How to complete this task: The required output is every record, written out exactly.

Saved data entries
•••••
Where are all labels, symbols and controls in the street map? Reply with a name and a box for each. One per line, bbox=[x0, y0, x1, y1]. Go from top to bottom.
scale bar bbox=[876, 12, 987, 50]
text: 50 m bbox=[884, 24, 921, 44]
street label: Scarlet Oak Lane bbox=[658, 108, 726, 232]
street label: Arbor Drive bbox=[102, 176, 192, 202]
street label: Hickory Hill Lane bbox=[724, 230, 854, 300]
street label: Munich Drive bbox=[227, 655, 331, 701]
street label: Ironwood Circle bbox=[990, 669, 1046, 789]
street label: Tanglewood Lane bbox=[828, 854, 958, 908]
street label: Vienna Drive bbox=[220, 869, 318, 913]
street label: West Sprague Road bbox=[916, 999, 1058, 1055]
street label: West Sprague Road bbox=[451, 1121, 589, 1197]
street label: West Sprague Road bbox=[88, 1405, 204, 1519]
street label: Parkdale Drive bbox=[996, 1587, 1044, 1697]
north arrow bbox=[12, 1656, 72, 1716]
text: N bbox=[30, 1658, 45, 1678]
•••••
Output of the task:
Where are all labels, symbols and controls in the street map? Reply with a name and a box for each. One per line, bbox=[x0, y0, x1, y1]. Go from top to bottom.
scale bar bbox=[876, 12, 987, 50]
text: 50 m bbox=[884, 24, 921, 44]
street label: Scarlet Oak Lane bbox=[658, 108, 726, 232]
street label: Arbor Drive bbox=[102, 176, 192, 202]
street label: Hickory Hill Lane bbox=[724, 230, 854, 300]
street label: Munich Drive bbox=[227, 655, 331, 701]
street label: Ironwood Circle bbox=[990, 669, 1046, 789]
street label: Tanglewood Lane bbox=[828, 854, 958, 908]
street label: Vienna Drive bbox=[220, 869, 318, 913]
street label: West Sprague Road bbox=[916, 999, 1058, 1055]
street label: West Sprague Road bbox=[451, 1121, 589, 1197]
street label: West Sprague Road bbox=[88, 1405, 204, 1519]
street label: Parkdale Drive bbox=[996, 1587, 1044, 1697]
north arrow bbox=[12, 1656, 72, 1716]
text: N bbox=[30, 1658, 45, 1678]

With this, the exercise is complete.